- Illustration by Mahjabeen Mankani / Dawn.com

We’re approaching the end of 2012, and so far, we’ve seen numerous advancements in the tech world. Every year, there’s one particular product category that’s on the rise. Smartphones are the usual suspects, but this year tablets have been at the center of a lot of innovation.

Most people looking to buy a tablet are overwhelmed by the choices at hand, since pretty much every electronic manufacturer is trying to get a piece of the action. Let’s see how various manufacturers have stacked up in this competition so far.

Apple introduced its groundbreaking tablet, the iPad, in 2010. By 2011, their competitors were quite at par with the original iPad, and Apple did what it always does- it raised the bar higher by introducing the iPad 2. Competitors knew it was time to do something that Apple allegedly won’t do, i.e. creating a smaller tablet.

Steve Jobs was highly against the concept of a smaller tablet; his idea was that a smaller tablet isn’t meant to be used at all. In 2012, Apple released “the new iPad” (3rd generation). As always, this product update was significantly better than its predecessor. But the competitors were on a different race track.

The tablet market was already divided into two categories, 10inch tablets and sub-10inch tablets (5-9inch). As a matter of fact, tablets smaller than 10inches were catching on so quickly that Apple couldn’t overlook it anymore and made a decision that wasn’t really expected of them.

They made a smaller 7.9inch version of the iPad, calling it the iPad mini. In addition to that, the 3rd generation iPad (unveiled only 7 months ago) was updated as well.

What made Apple do this?

It can be best explained by looking at what the competitors have unveiled so far.

Samsung came out with newer versions of its Galaxy Tab, namely Galaxy Tab 2 (7inch and 10inch versions) as well as 5inch and 10inch versions of Galaxy Note.
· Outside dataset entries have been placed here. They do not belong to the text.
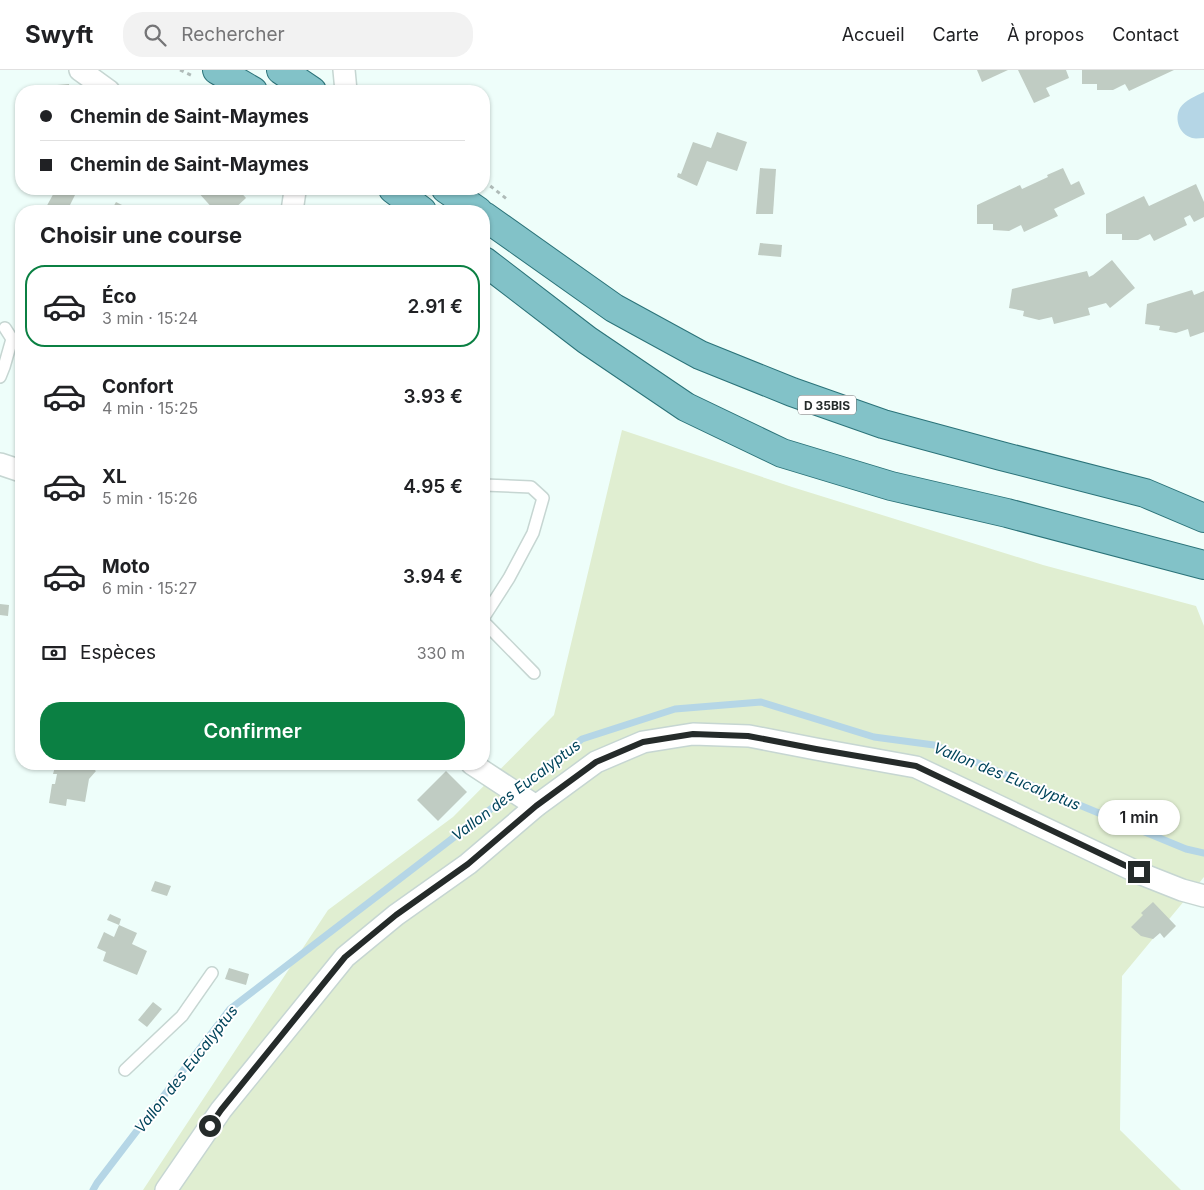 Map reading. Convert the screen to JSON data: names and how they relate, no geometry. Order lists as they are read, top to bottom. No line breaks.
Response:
{"streets":{"main road":["D 35BIS"]},"water":["Vallon des Eucalyptus"],"page":{"header":"Swyft","search":"Rechercher","nav":["Accueil","Carte","À propos","Contact"],"banner":["Chemin de Saint-Maymes","Chemin de Saint-Maymes"],"heading":"Choisir une course","list":[{"name":"Éco","note":"3 min · 15:24","value":"2.91 €"},{"name":"Confort","note":"4 min · 15:25","value":"3.93 €"},{"name":"XL","note":"5 min · 15:26","value":"4.95 €"},{"name":"Moto","note":"6 min · 15:27","value":"3.94 €"}],"pay":["Espèces","330 m"],"buttons":"Confirmer","bubble":"1 min"}} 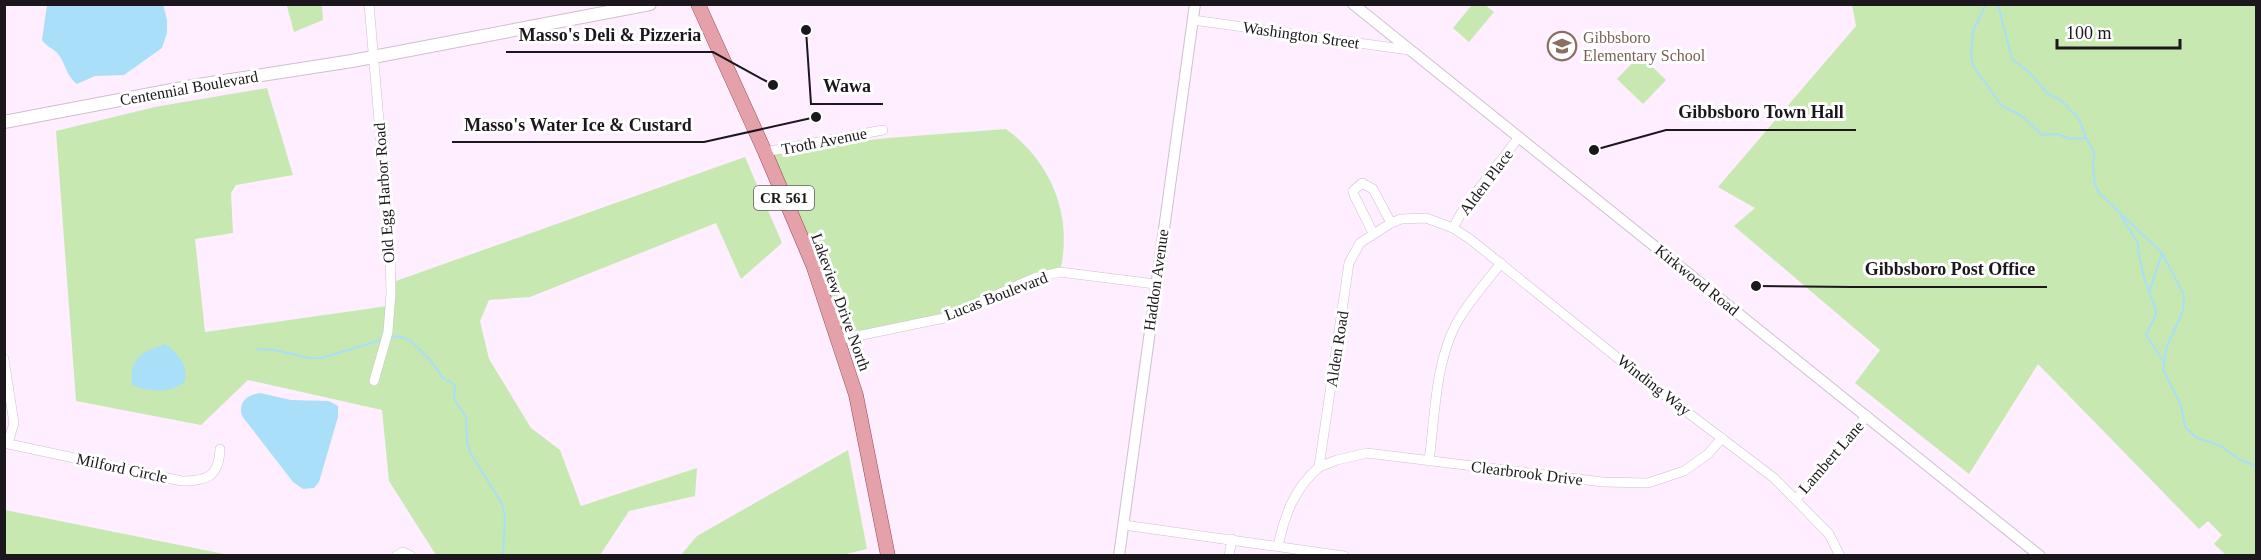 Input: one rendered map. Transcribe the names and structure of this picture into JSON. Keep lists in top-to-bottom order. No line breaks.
{"streets":{"main road":["Centennial Boulevard","CR 561","Lakeview Drive North"],"street":["Washington Street","Troth Avenue","Alden Place","Old Egg Harbor Road","Haddon Avenue","Kirkwood Road","Lucas Boulevard","Alden Road","Winding Way","Lambert Lane","Milford Circle","Clearbrook Drive"]},"crossings":[["Washington Street","Haddon Avenue"],["Washington Street","Kirkwood Road"],["Centennial Boulevard","Old Egg Harbor Road"],["Troth Avenue","Lakeview Drive North"],["Alden Place","Kirkwood Road"],["Alden Place","Alden Road"],["Alden Place","Winding Way"],["Haddon Avenue","Lucas Boulevard"],["Kirkwood Road","Lambert Lane"],["Lucas Boulevard","Lakeview Drive North"],["Alden Road","Winding Way"],["Alden Road","Clearbrook Drive"],["Winding Way","Lambert Lane"],["Winding Way","Clearbrook Drive"]],"places":{"other":["Wawa","Masso's Deli & Pizzeria","Masso's Water Ice & Custard","Gibbsboro Town Hall","Gibbsboro Post Office"],"school or university":["Gibbsboro Elementary School"]},"scale_bar":"100 m"} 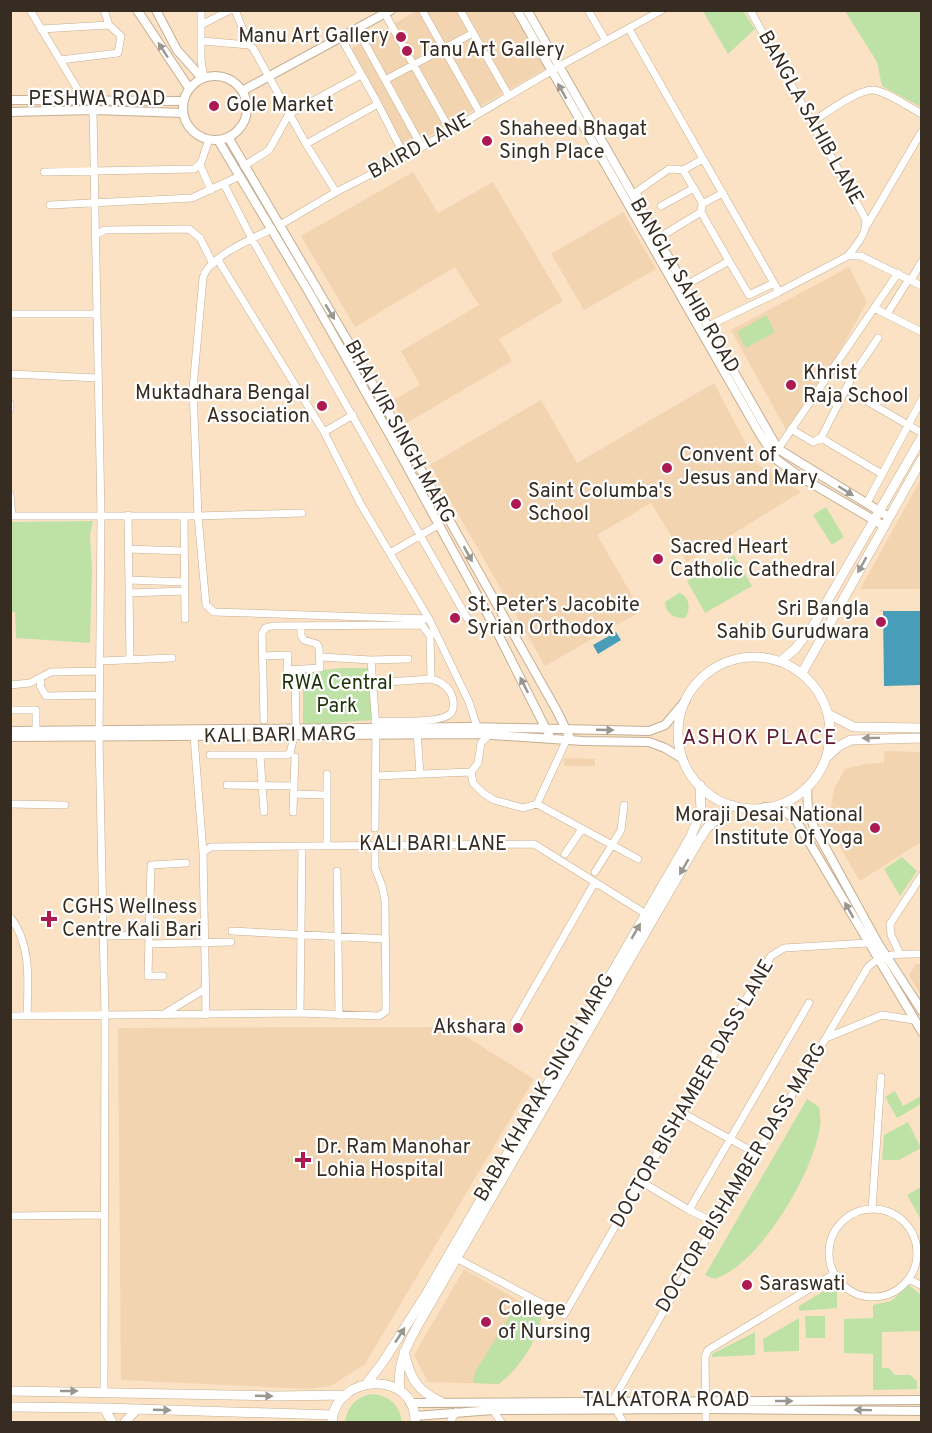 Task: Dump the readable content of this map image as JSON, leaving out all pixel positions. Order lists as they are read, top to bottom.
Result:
{
  "streets": {
    "main road": ["BABA KHARAK SINGH MARG"],
    "street": [
      "PESHWA ROAD",
      "BANGLA SAHIB LANE",
      "BAIRD LANE",
      "BANGLA SAHIB ROAD",
      "BHAI VIR SINGH MARG",
      "KALI BARI MARG",
      "KALI BARI LANE",
      "DOCTOR BISHAMBER DASS LANE",
      "DOCTOR BISHAMBER DASS MARG",
      "TALKATORA ROAD"
    ]
  },
  "crossings": [
    ["PESHWA ROAD", "BHAI VIR SINGH MARG"],
    ["BAIRD LANE", "BANGLA SAHIB ROAD"],
    ["BAIRD LANE", "BHAI VIR SINGH MARG"],
    ["BHAI VIR SINGH MARG", "KALI BARI MARG"],
    ["KALI BARI LANE", "BABA KHARAK SINGH MARG"],
    ["BABA KHARAK SINGH MARG", "DOCTOR BISHAMBER DASS LANE"],
    ["DOCTOR BISHAMBER DASS MARG", "TALKATORA ROAD"]
  ],
  "districts": ["ASHOK PLACE"],
  "parks": ["RWA Central Park"],
  "places": {
    "other": [
      "Manu Art Gallery",
      "Tanu Art Gallery",
      "Gole Market",
      "Shaheed Bhagat Singh Place",
      "Khrist Raja School",
      "Muktadhara Bengal Association",
      "Convent of Jesus and Mary",
      "Saint Columba's School",
      "Sacred Heart Catholic Cathedral",
      "St. Peter’s Jacobite Syrian Orthodox",
      "Sri Bangla Sahib Gurudwara",
      "Moraji Desai National Institute Of Yoga",
      "Akshara",
      "Saraswati",
      "College of Nursing"
    ],
    "health": ["CGHS Wellness Centre Kali Bari", "Dr. Ram Manohar Lohia Hospital"]
  }
} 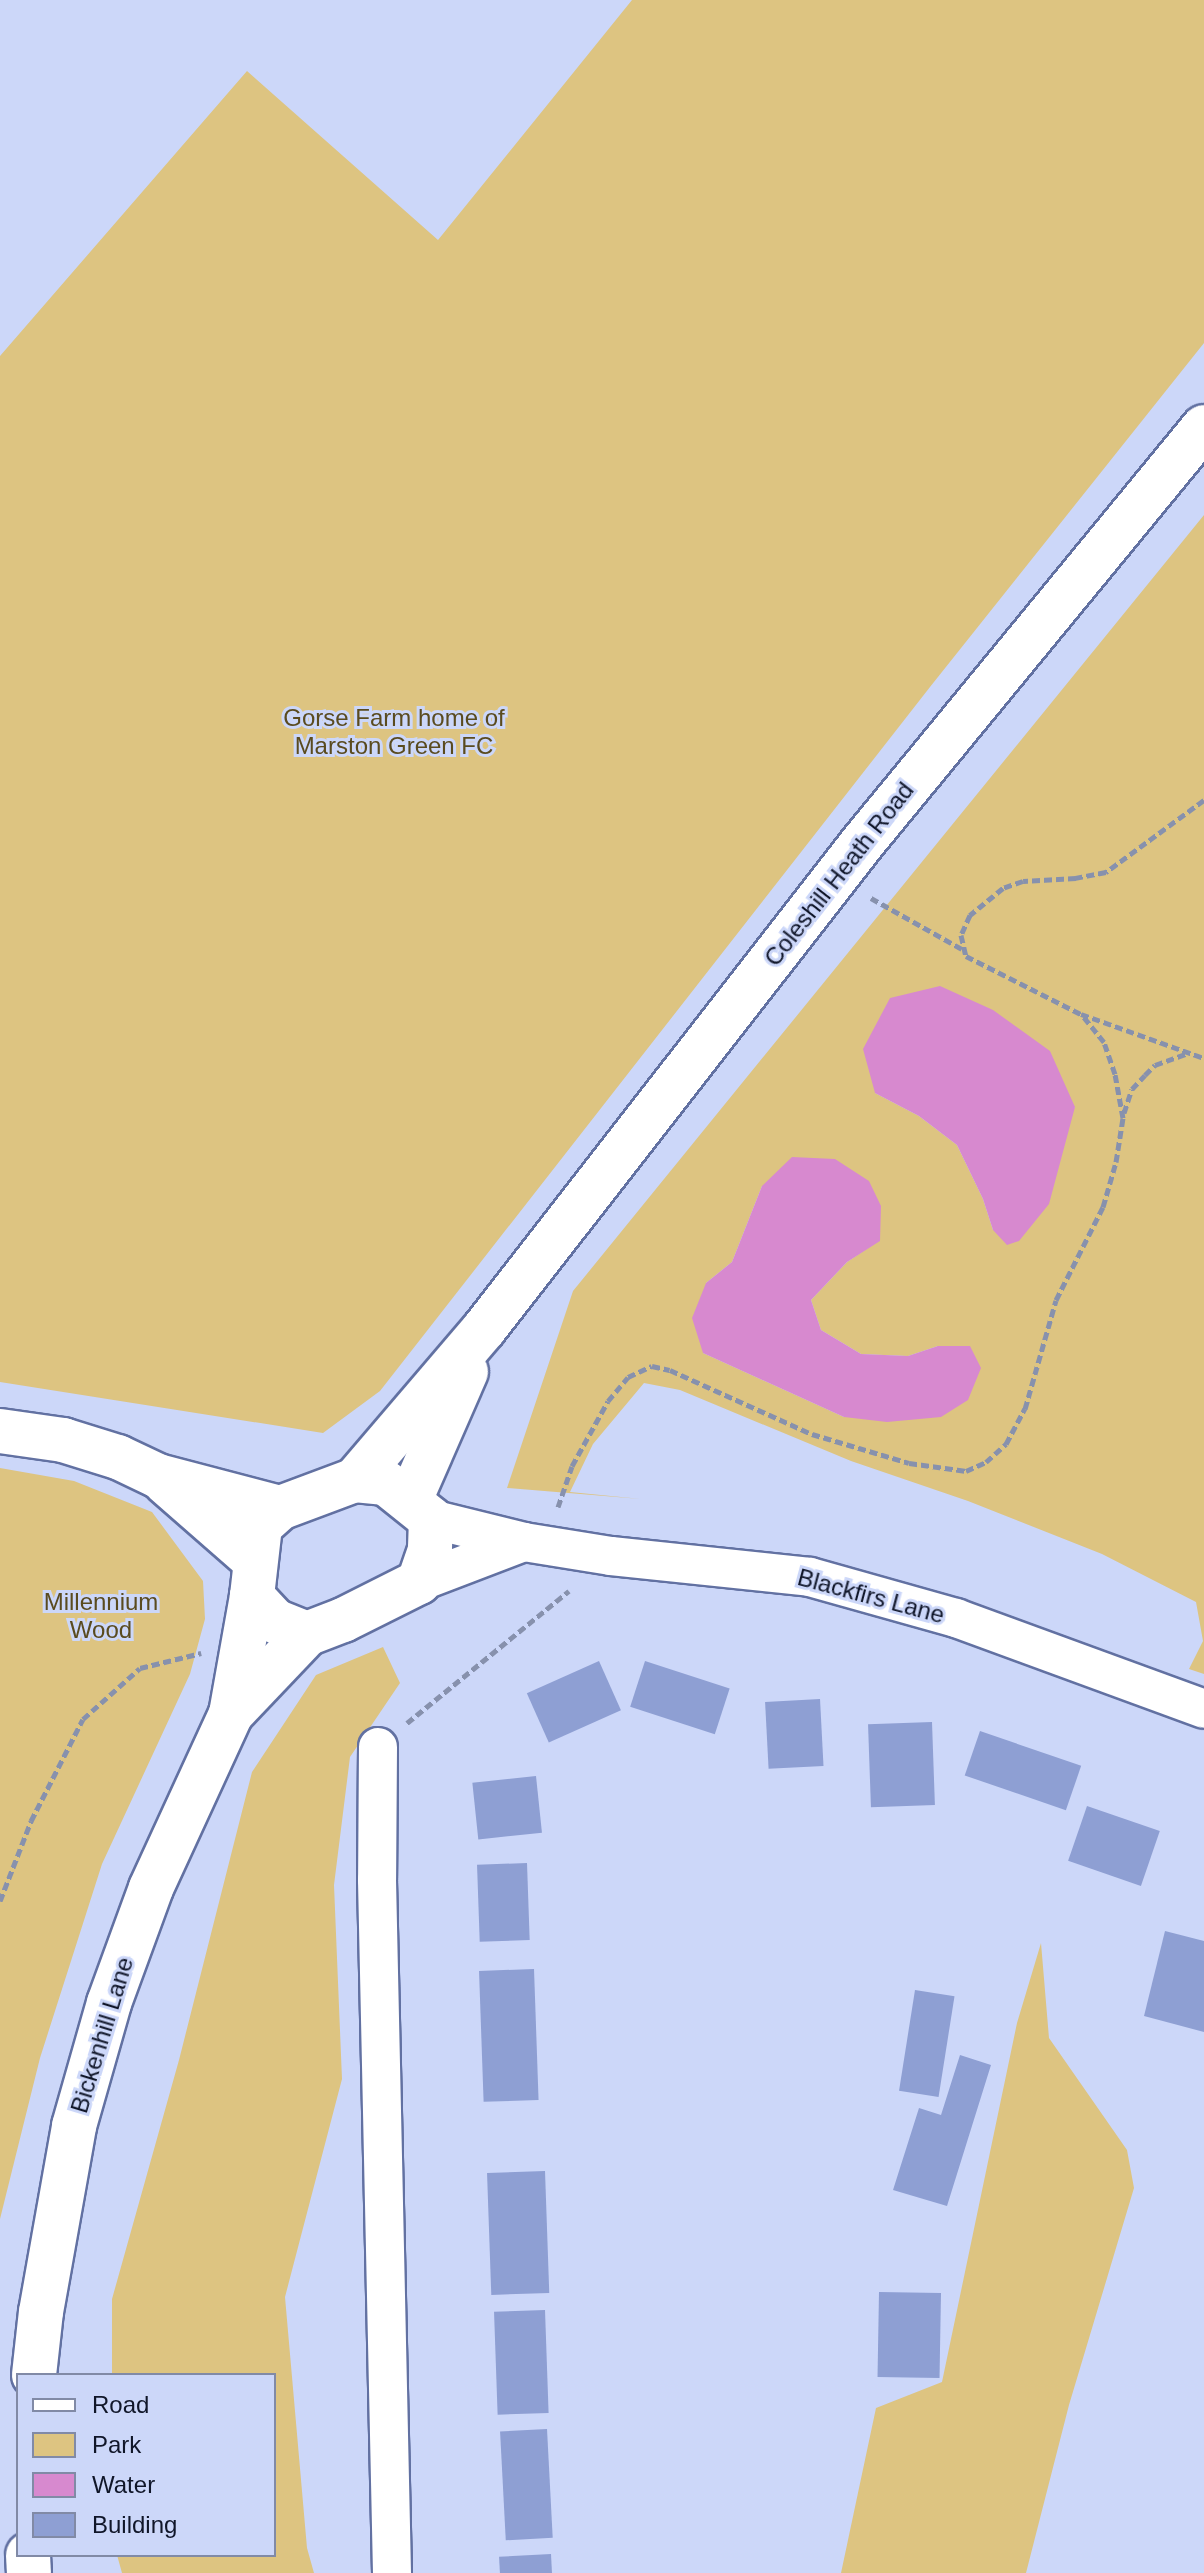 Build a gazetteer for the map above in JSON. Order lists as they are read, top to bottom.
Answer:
{
  "streets": {
    "street": ["Coleshill Heath Road", "Blackfirs Lane", "Bickenhill Lane"]
  },
  "crossings": [
    ["Coleshill Heath Road", "Blackfirs Lane"],
    ["Coleshill Heath Road", "Bickenhill Lane"],
    ["Blackfirs Lane", "Bickenhill Lane"]
  ],
  "parks": ["Gorse Farm home of Marston Green FC", "Millennium Wood"],
  "legend": [
    "Road",
    "Park",
    "Water",
    "Building"
  ]
}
To be honest, Samsung has rolled out so many tablets that it’s hard to keep track of them.

Just recently, Google appointed Samsung to take on the iPad, and created the Nexus 10.

It’s a super-high resolution tablet running Android 4.2, clearly designed as a rival to the iPad (built by Samsung, powered by Google, how much worse could it get for Apple?). Its display is what makes the tablet so special (keep in mind that Samsung builds the displays for Apple). So far, we cannot say who’s taking over the market.

For the first time, there is a chance that the iPad does not dominate the tablet market. Although the iPad (4th generation) is pretty good, and it might stand up to the just-announced Nexus 10, but you never know when things take an unexpected turn.

Samsung released a Windows 8 RT tablet (thanks to Microsoft for bringing Windows 8 to tablets). It's called the Ativ Tab, measures 10.1inches diagonally, and runs a special version of Windows designed for tablets powered by ARM processors.

Since Windows is a new and attractive platform for mobile devices, we can expect to see lesser Android tablets and more Windows tablets in the near future. Not restricted to Samsung, but from other manufacturers as well.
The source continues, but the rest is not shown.